_Work to complete:_ Pull out every line of the listing below where "speed" appears.

_Information provided:_
........

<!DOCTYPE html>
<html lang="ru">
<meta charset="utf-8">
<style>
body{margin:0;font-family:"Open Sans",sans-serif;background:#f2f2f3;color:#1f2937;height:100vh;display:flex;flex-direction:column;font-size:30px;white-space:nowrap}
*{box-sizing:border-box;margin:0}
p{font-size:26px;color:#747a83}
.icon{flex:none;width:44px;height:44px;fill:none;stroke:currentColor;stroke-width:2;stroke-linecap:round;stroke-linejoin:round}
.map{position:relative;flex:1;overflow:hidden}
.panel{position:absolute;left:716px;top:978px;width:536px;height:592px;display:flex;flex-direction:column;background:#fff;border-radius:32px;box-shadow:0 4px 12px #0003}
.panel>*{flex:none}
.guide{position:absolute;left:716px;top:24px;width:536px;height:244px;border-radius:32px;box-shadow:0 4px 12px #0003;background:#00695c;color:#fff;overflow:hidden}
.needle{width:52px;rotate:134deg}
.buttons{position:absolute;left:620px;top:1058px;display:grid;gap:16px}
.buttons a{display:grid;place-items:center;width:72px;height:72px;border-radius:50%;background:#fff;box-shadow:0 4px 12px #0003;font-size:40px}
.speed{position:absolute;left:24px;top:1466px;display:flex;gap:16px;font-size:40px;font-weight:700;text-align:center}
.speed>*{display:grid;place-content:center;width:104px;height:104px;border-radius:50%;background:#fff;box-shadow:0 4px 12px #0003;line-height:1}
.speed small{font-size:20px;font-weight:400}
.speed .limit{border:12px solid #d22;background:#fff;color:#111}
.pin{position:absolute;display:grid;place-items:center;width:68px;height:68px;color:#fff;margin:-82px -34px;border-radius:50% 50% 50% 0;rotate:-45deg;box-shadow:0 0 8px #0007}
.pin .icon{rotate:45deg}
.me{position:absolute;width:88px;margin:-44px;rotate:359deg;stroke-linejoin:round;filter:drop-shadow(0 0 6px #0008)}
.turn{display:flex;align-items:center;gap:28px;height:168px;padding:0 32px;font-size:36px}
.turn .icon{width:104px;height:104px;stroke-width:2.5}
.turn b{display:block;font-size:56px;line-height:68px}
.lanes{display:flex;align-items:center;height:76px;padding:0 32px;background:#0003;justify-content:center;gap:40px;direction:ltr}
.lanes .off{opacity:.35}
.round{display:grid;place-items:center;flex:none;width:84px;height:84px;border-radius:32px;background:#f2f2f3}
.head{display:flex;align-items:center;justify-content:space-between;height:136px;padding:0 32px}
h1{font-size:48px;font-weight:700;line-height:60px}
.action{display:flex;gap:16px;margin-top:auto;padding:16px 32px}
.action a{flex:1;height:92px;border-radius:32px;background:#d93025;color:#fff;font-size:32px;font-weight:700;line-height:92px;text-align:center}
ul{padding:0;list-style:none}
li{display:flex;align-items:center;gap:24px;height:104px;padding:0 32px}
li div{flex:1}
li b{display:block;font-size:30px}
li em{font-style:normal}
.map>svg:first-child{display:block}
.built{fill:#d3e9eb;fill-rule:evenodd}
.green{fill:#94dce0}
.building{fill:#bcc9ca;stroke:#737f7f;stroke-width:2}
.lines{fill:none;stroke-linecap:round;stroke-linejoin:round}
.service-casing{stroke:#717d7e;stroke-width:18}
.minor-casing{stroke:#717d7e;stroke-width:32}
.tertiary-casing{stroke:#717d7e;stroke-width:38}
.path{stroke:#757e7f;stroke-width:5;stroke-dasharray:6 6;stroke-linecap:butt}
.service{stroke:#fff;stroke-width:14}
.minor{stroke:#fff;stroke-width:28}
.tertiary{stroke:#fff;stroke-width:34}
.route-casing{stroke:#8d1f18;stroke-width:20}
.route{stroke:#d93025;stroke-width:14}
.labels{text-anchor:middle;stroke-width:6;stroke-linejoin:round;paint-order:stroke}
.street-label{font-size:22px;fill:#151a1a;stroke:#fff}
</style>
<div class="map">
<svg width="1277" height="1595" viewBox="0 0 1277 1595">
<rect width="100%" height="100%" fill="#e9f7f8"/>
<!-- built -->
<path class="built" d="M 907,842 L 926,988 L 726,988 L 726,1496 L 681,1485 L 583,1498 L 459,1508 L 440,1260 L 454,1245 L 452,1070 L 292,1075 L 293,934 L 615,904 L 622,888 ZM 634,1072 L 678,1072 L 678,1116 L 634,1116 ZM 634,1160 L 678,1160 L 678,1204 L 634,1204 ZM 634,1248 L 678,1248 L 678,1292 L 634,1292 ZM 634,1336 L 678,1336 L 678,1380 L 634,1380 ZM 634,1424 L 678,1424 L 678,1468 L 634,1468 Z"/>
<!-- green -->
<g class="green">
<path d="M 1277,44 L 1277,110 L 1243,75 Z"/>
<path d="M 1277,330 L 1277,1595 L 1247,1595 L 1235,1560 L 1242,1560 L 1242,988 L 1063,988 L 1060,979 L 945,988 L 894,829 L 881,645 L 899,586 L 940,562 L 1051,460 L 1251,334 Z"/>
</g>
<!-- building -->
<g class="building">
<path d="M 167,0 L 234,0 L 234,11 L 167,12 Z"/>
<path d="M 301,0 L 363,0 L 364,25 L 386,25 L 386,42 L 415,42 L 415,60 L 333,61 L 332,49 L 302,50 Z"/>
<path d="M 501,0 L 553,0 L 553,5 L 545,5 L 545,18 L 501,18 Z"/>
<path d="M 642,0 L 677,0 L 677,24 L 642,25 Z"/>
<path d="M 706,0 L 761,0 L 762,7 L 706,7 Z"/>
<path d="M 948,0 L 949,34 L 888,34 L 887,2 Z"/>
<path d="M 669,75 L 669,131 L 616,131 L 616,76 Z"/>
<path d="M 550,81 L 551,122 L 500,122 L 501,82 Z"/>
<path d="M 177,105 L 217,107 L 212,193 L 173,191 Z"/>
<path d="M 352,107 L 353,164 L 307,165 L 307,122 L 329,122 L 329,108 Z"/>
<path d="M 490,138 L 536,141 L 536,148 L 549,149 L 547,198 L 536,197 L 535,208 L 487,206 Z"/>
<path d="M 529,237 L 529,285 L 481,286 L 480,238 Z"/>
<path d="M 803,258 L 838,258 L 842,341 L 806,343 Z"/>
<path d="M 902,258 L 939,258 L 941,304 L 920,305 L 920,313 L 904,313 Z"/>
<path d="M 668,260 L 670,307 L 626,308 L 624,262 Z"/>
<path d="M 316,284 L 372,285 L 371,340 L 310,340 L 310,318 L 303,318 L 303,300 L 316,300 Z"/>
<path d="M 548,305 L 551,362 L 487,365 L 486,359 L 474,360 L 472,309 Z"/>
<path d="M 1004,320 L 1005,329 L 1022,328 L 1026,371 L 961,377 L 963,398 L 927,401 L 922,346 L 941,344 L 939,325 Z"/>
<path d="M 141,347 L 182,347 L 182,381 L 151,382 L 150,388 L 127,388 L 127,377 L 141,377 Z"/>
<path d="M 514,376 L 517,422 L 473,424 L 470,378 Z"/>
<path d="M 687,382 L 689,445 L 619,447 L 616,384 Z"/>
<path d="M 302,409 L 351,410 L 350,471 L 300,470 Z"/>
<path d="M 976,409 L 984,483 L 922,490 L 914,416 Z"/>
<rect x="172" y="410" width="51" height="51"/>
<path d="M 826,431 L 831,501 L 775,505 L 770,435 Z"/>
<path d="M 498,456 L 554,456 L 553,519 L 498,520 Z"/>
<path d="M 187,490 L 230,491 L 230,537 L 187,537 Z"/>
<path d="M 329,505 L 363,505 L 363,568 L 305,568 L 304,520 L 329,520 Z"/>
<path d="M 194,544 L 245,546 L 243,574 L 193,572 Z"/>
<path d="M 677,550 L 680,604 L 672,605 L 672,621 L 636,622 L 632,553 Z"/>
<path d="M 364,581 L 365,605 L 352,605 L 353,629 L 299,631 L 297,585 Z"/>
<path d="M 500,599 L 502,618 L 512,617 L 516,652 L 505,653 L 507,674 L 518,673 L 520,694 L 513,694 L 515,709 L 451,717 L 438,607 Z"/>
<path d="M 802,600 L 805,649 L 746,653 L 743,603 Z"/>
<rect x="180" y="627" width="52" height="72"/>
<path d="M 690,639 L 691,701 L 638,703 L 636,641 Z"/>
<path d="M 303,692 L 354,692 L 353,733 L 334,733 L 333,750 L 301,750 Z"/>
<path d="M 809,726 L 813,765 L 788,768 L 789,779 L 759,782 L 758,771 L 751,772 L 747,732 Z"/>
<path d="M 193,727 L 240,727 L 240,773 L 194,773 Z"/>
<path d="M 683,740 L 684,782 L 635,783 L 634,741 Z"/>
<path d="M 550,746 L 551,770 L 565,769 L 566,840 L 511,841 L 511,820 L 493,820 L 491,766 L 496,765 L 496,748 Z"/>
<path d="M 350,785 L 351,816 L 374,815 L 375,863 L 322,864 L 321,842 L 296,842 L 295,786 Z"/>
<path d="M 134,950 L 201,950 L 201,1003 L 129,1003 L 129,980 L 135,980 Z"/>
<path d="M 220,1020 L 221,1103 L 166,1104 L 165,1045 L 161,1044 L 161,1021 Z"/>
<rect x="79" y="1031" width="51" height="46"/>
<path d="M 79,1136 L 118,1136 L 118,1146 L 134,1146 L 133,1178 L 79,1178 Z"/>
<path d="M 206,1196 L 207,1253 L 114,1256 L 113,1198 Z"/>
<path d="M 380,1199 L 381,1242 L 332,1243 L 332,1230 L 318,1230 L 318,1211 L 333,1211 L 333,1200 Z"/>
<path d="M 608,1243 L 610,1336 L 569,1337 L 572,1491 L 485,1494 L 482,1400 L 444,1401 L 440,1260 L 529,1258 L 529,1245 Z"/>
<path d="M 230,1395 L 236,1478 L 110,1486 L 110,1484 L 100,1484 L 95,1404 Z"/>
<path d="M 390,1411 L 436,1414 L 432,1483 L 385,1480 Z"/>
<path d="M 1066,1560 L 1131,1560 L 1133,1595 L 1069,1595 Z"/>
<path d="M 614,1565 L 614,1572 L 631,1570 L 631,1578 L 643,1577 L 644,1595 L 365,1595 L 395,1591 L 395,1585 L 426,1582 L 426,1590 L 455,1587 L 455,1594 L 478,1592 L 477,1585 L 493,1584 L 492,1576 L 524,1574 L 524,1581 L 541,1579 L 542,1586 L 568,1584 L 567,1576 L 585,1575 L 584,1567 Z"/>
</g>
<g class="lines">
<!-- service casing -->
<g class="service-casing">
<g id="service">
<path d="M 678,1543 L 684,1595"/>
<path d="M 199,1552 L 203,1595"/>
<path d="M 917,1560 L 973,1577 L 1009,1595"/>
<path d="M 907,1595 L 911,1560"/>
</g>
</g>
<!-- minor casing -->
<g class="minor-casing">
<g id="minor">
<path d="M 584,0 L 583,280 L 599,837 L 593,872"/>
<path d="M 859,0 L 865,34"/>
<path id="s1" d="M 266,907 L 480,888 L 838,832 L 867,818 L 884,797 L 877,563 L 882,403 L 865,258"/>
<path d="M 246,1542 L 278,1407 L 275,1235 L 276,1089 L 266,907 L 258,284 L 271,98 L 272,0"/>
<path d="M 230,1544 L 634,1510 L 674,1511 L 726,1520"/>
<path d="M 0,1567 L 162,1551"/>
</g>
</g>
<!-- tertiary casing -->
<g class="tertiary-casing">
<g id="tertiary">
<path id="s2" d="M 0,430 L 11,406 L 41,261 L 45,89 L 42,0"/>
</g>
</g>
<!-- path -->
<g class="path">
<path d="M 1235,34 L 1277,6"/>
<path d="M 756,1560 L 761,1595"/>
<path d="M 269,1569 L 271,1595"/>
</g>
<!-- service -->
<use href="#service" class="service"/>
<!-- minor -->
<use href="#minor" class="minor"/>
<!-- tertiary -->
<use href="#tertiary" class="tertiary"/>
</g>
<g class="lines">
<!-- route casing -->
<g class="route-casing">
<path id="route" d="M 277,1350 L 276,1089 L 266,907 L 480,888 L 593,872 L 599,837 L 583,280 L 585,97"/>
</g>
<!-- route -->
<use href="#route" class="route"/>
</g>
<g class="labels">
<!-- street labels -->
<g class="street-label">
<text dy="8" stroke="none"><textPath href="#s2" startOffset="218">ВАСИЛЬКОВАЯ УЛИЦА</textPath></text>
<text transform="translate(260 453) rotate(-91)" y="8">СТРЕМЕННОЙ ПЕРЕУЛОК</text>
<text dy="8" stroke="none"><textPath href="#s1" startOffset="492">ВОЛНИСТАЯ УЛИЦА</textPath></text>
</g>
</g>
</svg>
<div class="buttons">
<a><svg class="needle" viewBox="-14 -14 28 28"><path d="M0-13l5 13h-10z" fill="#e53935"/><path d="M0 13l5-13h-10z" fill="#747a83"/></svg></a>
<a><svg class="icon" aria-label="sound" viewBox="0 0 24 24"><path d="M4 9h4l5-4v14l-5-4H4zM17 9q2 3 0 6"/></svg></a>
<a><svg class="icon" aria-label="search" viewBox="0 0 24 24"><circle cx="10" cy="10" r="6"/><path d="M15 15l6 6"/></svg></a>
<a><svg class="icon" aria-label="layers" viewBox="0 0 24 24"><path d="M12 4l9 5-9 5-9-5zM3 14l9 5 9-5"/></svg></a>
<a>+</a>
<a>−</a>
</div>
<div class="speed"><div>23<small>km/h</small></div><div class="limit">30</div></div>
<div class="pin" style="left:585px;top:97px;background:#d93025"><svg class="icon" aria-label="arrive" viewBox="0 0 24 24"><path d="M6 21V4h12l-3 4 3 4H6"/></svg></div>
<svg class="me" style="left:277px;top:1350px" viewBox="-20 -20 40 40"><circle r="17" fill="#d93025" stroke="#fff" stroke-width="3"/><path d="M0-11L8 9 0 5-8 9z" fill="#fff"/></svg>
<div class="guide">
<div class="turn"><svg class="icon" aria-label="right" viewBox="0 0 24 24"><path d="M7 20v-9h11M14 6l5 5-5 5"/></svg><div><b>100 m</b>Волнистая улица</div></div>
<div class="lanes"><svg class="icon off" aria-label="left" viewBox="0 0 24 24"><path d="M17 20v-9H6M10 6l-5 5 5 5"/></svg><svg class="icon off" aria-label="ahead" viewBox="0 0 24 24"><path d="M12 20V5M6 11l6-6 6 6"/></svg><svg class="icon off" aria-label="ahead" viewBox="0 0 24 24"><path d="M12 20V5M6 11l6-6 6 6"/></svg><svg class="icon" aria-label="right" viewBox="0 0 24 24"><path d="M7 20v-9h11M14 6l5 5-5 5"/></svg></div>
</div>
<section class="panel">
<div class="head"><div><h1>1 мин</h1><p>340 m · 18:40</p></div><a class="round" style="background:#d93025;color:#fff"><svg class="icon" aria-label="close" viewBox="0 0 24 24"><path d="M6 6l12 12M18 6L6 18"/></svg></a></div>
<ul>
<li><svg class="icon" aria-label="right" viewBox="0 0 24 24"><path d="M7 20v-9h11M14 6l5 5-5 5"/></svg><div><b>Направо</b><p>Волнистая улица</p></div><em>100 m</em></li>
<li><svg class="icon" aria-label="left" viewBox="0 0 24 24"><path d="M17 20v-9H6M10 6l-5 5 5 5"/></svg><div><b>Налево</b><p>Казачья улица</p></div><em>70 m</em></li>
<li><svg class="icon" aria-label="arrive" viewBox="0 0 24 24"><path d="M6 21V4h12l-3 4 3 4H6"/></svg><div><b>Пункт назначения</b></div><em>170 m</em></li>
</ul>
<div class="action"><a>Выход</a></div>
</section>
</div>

........

_Completed exercise:_
.speed{position:absolute;left:24px;top:1466px;display:flex;gap:16px;font-size:40px;font-weight:700;text-align:center}
.speed>*{display:grid;place-content:center;width:104px;height:104px;border-radius:50%;background:#fff;box-shadow:0 4px 12px #0003;line-height:1}
.speed small{font-size:20px;font-weight:400}
.speed .limit{border:12px solid #d22;background:#fff;color:#111}
<div class="speed"><div>23<small>km/h</small></div><div class="limit">30</div></div>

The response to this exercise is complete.